* [DATA FOR PROCESSING]:
□ □ □ □
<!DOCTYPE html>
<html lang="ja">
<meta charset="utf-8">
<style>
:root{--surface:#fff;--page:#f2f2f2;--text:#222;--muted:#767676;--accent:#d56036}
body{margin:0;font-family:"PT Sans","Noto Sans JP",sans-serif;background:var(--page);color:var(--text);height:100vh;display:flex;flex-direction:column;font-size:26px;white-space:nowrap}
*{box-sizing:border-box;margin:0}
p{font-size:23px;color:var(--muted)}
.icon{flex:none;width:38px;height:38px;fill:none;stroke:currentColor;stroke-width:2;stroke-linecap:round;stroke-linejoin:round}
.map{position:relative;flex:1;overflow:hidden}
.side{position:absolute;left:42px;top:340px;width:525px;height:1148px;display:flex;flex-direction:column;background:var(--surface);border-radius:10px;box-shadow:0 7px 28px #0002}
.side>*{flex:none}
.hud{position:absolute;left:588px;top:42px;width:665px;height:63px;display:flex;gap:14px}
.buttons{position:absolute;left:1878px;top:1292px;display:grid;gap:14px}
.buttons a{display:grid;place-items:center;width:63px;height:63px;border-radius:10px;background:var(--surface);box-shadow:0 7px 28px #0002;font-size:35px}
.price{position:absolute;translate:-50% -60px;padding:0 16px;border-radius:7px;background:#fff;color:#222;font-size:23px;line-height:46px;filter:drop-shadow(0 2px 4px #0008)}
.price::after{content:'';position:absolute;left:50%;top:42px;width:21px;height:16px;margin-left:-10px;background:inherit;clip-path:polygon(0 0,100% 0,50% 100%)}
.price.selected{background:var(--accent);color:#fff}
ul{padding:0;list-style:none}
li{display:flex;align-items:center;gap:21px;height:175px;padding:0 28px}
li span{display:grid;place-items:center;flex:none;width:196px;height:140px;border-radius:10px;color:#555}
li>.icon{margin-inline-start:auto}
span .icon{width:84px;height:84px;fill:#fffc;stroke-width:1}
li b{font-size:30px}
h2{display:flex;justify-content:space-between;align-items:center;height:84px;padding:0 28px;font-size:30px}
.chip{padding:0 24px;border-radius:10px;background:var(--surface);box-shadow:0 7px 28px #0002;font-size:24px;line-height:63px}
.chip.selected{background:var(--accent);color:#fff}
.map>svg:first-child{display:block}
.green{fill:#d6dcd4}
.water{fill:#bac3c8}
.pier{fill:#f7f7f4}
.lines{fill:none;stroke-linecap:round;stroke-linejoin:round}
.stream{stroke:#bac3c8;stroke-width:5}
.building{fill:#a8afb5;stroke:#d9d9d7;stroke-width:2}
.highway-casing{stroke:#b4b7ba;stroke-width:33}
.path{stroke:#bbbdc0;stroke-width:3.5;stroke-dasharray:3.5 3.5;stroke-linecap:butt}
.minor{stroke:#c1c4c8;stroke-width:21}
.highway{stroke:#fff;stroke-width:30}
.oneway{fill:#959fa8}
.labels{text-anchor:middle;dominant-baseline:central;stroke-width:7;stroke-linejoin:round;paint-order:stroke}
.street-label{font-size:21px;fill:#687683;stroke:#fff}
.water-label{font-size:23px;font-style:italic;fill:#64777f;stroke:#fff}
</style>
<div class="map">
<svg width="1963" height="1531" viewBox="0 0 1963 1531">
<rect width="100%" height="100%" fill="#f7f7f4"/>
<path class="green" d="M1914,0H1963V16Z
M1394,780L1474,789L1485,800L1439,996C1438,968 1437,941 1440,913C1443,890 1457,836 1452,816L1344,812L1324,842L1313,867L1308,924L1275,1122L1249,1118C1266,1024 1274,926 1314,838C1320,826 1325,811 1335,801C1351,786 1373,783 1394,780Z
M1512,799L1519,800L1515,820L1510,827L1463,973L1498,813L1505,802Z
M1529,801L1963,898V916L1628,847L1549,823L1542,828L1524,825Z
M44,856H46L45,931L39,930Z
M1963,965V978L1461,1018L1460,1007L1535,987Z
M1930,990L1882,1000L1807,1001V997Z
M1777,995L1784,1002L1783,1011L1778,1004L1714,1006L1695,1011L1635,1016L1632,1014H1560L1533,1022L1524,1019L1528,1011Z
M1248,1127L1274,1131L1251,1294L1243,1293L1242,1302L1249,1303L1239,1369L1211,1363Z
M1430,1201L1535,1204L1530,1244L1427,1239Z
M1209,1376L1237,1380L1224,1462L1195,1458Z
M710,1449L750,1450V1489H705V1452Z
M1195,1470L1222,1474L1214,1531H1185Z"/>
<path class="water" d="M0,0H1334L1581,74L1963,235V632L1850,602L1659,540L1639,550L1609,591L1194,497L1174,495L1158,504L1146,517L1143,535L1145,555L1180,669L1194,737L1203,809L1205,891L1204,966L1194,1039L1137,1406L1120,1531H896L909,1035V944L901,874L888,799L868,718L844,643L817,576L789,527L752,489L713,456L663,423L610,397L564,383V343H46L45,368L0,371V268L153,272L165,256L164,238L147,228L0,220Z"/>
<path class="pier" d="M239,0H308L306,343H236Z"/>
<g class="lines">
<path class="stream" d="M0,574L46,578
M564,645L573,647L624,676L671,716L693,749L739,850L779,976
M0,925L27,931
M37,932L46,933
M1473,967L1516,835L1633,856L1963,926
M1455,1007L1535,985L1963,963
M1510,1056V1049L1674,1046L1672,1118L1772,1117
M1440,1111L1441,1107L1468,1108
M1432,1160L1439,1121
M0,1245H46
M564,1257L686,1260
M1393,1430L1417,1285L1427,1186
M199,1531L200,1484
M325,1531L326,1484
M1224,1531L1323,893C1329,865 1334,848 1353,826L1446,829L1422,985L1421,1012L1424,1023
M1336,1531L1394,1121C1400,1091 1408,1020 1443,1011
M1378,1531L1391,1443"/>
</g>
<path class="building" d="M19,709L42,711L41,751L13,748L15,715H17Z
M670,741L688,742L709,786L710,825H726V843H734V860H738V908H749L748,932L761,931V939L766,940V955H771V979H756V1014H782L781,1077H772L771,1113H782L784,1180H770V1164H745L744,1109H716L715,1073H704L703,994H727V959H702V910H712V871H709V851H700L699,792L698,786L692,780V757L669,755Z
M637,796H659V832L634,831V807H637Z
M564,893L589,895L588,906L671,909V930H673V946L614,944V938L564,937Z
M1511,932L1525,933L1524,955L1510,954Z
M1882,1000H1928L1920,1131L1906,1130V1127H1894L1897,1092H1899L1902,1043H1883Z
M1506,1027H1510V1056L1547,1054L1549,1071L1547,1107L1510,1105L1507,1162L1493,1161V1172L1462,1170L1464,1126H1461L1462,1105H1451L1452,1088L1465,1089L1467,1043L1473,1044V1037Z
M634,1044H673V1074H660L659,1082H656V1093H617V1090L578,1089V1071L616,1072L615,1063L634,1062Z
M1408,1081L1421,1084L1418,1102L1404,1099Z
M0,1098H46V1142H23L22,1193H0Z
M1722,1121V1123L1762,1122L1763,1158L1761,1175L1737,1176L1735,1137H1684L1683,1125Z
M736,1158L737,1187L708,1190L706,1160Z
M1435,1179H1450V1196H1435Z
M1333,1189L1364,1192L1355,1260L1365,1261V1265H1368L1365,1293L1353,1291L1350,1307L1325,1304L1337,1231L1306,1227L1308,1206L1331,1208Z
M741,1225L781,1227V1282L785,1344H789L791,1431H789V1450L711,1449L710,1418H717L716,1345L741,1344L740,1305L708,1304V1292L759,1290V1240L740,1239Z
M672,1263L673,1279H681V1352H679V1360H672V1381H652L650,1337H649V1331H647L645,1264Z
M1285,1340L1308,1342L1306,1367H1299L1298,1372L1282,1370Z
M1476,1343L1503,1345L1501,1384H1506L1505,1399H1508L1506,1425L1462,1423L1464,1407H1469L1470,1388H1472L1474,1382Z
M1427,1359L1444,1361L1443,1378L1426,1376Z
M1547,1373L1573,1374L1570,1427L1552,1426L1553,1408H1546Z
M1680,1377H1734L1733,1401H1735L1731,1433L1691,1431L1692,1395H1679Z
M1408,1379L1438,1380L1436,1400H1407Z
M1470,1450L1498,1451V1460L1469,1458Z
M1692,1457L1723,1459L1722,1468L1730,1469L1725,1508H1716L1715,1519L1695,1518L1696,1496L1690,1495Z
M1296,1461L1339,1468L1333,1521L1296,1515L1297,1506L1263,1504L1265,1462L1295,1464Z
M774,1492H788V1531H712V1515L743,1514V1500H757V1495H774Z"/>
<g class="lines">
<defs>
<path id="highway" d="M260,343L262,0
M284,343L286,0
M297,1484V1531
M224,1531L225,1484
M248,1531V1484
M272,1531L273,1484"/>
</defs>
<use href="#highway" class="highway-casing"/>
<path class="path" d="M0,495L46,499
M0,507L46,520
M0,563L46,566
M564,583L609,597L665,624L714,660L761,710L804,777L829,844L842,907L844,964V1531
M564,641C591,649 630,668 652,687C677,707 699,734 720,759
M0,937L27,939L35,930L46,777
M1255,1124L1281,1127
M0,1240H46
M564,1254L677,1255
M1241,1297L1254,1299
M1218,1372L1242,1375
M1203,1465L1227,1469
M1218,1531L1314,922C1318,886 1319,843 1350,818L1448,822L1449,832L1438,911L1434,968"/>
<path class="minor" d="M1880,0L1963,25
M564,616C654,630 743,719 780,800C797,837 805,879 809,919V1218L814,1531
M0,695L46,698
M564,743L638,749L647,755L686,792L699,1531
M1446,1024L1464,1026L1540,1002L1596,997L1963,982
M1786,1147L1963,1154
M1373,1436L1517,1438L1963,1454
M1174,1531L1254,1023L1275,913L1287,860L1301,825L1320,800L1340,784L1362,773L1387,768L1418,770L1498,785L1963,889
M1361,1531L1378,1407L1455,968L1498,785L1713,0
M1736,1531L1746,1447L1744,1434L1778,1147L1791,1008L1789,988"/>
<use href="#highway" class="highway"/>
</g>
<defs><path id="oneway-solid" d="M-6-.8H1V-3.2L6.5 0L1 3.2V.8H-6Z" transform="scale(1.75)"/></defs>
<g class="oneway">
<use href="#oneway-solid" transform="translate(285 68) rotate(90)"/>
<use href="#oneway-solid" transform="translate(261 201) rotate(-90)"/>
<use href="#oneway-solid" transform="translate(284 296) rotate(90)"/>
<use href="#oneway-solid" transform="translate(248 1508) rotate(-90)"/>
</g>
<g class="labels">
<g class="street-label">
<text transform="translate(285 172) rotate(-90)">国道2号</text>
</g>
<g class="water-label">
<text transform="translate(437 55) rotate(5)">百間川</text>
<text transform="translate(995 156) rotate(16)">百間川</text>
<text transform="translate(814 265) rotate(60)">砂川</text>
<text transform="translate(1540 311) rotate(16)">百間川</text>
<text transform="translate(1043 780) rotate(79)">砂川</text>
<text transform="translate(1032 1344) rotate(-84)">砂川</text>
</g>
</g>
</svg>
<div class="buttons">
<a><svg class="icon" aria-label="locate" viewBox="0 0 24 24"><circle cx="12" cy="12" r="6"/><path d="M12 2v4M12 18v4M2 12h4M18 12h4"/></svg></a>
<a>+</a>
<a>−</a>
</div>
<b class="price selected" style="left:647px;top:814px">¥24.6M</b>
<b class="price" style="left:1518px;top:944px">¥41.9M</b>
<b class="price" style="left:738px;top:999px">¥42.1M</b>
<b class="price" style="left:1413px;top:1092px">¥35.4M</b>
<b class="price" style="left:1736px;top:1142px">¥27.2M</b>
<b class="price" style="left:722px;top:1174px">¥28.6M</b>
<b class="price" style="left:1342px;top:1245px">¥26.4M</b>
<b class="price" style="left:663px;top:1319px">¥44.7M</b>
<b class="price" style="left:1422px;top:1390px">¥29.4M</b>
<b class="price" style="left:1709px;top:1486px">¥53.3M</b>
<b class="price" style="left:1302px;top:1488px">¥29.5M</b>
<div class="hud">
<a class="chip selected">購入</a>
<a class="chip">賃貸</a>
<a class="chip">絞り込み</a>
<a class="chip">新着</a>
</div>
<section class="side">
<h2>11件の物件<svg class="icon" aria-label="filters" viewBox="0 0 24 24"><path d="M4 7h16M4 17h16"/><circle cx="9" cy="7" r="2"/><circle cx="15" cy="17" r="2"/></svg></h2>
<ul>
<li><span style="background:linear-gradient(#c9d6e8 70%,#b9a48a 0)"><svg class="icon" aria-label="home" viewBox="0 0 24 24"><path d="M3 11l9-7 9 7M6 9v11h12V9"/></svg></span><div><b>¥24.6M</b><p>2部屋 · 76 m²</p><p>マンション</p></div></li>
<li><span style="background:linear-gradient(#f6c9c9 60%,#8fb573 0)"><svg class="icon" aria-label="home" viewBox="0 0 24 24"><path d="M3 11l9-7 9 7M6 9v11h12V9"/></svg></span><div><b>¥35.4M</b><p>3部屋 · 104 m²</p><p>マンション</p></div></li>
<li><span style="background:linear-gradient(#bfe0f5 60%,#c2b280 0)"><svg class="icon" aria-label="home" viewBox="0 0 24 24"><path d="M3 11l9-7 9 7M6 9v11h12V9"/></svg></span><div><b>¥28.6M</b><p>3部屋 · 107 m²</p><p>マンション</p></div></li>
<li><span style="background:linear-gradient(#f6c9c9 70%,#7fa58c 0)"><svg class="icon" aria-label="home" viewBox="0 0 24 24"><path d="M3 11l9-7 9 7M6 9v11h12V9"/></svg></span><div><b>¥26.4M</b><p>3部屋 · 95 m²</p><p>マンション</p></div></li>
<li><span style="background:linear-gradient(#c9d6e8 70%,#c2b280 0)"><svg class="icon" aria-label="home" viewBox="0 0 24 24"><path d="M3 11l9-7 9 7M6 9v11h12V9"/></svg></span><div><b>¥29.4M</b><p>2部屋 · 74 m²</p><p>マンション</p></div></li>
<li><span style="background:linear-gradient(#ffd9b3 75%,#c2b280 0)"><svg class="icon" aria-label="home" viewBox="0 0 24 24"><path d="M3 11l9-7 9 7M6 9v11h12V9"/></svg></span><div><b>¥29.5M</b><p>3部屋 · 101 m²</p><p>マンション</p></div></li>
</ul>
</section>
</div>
□ □ □ □
* [WORK TASK]: Looking at the data above, report how many of its lines include the word "linejoin". The number alone is the answer.

* [EXERCISE ANSWER]: 3